### Problem
Report how many lines of the entries below contain the word "controls", and nothing more.

** Provided records follows **

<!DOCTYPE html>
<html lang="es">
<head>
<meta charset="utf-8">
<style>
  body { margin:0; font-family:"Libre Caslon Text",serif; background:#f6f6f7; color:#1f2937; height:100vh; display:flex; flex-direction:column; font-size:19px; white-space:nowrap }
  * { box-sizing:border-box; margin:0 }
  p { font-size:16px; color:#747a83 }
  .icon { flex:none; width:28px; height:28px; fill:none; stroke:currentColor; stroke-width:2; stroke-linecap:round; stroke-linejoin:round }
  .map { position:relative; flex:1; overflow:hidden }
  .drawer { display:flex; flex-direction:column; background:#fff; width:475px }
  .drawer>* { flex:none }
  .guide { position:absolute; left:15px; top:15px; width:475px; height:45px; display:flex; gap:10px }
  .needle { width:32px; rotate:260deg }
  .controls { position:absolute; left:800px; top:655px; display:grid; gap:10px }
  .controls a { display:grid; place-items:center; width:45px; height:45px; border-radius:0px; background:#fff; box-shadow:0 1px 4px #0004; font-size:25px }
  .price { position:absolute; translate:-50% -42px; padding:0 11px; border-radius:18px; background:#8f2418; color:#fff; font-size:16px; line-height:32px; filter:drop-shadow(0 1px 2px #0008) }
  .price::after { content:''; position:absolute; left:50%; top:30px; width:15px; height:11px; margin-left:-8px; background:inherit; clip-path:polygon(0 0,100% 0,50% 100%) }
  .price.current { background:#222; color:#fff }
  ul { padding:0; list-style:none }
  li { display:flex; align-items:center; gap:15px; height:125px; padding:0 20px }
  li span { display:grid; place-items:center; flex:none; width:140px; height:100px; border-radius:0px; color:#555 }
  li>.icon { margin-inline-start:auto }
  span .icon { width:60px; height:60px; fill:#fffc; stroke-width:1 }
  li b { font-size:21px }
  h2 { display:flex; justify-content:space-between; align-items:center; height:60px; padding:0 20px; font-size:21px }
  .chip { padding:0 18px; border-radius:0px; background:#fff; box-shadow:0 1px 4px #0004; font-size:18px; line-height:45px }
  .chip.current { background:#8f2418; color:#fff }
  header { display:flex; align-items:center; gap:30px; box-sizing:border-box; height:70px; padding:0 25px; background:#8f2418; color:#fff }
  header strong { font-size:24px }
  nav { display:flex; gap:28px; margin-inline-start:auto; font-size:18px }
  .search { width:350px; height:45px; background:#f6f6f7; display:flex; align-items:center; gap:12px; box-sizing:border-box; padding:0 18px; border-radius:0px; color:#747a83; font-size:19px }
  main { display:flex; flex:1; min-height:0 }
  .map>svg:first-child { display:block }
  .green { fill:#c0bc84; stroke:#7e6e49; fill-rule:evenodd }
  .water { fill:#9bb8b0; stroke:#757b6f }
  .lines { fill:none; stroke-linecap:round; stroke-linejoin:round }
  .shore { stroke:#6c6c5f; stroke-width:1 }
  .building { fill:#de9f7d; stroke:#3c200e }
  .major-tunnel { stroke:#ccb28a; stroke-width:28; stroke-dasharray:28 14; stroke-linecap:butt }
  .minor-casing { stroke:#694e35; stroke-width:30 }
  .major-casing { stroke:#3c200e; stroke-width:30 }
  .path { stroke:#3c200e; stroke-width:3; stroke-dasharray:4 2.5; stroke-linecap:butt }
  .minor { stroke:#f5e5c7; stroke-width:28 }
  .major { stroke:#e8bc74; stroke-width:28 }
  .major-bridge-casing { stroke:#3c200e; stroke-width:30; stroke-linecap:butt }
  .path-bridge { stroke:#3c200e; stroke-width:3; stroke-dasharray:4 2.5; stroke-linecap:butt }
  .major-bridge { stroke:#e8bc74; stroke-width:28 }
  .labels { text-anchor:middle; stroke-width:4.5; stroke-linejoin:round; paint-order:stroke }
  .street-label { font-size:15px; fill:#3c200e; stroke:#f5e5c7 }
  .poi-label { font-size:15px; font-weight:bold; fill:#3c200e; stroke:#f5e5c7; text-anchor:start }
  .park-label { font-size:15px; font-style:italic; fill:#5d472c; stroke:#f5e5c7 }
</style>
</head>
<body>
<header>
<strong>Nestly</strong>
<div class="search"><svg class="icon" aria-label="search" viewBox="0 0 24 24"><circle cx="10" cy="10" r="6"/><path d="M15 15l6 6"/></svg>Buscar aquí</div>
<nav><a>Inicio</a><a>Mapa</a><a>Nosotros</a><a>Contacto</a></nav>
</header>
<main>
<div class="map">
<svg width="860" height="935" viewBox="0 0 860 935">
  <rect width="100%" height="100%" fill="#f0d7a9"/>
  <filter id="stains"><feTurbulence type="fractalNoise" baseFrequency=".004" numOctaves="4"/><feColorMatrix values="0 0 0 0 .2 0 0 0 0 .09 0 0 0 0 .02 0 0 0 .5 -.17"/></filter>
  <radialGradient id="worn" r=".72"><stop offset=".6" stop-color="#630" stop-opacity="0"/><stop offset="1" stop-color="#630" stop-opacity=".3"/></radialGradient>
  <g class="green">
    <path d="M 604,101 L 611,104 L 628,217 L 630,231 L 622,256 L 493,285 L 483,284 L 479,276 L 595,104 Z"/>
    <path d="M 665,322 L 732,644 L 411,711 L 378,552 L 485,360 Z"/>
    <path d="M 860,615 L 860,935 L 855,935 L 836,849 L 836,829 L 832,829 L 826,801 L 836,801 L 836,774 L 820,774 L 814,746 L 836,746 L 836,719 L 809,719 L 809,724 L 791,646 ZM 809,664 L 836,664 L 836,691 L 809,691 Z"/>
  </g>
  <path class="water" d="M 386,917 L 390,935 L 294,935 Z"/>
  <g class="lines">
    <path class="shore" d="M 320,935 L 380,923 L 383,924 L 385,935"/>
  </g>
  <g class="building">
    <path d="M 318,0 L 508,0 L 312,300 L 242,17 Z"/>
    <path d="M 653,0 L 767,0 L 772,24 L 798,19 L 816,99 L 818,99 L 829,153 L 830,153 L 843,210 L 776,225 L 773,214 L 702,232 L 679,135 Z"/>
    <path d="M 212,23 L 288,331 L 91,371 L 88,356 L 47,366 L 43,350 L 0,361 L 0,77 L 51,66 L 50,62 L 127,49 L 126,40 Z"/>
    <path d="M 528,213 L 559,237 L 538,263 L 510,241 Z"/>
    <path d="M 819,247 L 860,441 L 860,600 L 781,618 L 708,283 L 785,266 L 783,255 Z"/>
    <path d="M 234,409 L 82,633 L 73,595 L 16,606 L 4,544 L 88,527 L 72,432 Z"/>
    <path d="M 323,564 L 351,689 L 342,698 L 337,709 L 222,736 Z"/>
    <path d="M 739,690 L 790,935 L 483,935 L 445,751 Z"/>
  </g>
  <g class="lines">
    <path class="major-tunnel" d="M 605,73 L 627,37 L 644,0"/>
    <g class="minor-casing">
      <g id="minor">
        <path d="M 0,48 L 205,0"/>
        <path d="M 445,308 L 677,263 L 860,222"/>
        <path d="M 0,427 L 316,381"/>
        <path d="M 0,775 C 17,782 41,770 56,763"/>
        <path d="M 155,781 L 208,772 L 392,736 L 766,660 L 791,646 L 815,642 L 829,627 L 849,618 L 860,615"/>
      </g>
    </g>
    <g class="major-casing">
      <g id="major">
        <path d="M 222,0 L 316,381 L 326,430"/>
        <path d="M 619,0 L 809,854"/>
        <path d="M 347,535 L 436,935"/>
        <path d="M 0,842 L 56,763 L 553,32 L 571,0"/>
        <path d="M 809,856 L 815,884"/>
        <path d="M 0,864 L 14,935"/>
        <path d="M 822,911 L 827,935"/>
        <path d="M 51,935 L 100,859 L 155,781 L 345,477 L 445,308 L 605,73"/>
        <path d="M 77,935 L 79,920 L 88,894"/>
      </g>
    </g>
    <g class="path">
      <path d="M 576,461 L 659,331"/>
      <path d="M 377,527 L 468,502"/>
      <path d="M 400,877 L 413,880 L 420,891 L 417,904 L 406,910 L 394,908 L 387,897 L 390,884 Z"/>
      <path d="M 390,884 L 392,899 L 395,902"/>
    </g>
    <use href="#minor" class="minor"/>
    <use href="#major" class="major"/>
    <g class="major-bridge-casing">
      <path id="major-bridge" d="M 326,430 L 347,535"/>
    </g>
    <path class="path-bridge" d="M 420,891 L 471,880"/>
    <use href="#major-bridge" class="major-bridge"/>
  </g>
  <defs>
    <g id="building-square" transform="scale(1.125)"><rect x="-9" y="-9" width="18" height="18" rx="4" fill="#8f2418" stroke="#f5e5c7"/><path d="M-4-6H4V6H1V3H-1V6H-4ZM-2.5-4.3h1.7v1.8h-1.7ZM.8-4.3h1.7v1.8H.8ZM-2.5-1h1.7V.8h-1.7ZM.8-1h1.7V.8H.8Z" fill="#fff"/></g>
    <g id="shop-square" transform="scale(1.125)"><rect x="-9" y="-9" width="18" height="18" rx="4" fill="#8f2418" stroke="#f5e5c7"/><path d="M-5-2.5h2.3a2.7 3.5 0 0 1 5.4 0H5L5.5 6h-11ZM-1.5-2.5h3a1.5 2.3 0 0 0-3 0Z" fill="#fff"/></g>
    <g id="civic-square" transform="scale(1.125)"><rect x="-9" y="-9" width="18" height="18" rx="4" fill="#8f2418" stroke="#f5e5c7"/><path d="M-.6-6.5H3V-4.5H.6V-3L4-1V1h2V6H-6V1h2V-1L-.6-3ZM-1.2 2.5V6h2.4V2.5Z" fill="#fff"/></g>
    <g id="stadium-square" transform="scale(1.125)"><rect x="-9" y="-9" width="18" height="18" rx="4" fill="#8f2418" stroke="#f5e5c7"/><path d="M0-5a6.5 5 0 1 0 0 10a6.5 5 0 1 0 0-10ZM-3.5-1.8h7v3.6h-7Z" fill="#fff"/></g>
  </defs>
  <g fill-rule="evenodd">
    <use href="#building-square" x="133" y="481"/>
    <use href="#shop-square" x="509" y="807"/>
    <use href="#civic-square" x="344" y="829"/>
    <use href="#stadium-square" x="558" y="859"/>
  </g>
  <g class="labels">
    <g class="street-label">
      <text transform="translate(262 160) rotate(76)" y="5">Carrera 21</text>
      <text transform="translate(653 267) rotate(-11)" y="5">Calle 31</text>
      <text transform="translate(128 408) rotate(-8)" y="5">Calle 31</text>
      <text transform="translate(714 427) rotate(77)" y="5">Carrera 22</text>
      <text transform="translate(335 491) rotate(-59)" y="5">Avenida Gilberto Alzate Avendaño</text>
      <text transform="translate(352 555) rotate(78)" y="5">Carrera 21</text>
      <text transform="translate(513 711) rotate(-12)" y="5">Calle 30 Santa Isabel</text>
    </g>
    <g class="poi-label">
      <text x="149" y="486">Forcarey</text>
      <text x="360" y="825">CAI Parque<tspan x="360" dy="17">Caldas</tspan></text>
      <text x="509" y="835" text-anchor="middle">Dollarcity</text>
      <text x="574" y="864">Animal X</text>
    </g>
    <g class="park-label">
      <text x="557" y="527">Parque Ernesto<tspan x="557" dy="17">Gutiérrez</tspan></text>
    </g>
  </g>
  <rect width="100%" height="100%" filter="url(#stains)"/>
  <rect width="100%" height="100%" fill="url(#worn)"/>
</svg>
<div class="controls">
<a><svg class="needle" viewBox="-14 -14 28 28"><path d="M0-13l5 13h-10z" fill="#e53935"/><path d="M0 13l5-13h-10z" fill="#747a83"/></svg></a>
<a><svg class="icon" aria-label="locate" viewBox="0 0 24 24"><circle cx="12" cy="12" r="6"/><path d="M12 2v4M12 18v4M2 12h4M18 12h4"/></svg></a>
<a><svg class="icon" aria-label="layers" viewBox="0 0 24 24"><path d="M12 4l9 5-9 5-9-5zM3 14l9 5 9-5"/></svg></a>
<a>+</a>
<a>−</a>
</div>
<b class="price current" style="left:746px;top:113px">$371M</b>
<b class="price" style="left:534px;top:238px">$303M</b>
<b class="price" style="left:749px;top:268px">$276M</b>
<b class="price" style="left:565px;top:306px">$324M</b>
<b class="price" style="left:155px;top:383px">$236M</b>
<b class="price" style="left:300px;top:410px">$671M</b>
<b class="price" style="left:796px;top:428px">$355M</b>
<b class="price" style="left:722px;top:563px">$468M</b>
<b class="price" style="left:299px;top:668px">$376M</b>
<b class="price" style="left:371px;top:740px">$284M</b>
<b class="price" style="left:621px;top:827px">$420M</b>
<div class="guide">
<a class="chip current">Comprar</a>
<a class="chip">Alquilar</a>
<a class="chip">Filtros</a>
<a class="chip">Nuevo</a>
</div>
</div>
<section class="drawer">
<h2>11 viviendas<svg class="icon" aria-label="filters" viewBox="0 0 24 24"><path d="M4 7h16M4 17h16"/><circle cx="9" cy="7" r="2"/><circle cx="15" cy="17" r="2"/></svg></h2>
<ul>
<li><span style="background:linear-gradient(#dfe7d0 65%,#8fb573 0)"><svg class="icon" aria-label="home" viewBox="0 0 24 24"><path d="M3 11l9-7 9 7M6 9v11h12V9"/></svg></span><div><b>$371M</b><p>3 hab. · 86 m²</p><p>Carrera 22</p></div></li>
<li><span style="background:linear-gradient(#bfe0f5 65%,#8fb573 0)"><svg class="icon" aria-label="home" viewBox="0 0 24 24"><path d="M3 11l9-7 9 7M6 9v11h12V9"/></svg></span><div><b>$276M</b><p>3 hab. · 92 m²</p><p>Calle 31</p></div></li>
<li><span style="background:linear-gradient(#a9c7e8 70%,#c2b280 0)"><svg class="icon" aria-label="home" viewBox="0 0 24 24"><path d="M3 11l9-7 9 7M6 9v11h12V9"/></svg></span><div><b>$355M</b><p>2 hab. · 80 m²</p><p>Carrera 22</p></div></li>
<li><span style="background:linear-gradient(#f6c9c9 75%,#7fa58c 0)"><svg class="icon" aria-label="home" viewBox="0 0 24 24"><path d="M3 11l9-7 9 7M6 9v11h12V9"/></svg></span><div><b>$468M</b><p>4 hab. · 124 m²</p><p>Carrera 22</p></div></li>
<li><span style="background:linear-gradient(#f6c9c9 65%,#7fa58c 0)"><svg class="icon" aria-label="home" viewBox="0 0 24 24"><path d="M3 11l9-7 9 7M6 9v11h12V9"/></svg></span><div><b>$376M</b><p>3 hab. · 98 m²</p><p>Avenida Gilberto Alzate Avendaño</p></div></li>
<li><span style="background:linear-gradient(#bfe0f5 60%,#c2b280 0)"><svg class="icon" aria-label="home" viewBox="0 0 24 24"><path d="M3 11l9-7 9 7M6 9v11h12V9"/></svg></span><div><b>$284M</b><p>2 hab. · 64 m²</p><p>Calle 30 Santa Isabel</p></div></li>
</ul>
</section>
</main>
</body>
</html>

** End of Provided records **

### Result of the exercise
3